------ GIVEN INFORMATION ------

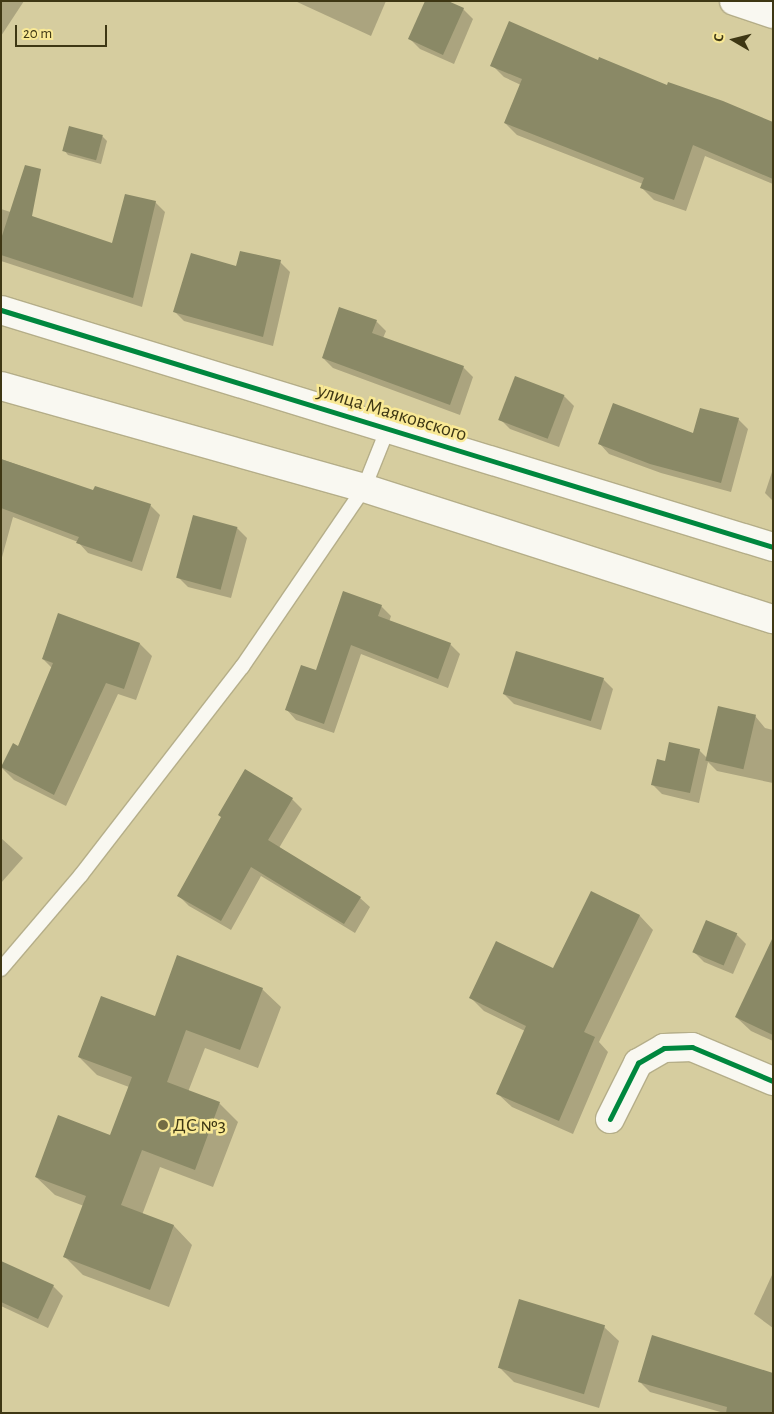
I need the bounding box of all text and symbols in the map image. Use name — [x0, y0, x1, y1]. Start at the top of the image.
scale bar — [18, 15, 110, 47]
north arrow — [709, 15, 759, 65]
text: 20 m — [23, 26, 52, 41]
text: С — [712, 33, 727, 43]
street label: улица Маяковского — [314, 379, 470, 447]
place label: ДС №3 — [173, 1113, 226, 1137]
marker: ДС №3 — [157, 1119, 169, 1131]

------

Without the pictures, write out every line above exactly as it appears.

EXERCISE OUTPUT:
I need the bounding box of all text and symbols in the map image. Use name — [x0, y0, x1, y1]. Start at the top of the image.
scale bar — [18, 15, 110, 47]
north arrow — [709, 15, 759, 65]
text: 20 m — [23, 26, 52, 41]
text: С — [712, 33, 727, 43]
street label: улица Маяковского — [314, 379, 470, 447]
place label: ДС №3 — [173, 1113, 226, 1137]
marker: ДС №3 — [157, 1119, 169, 1131]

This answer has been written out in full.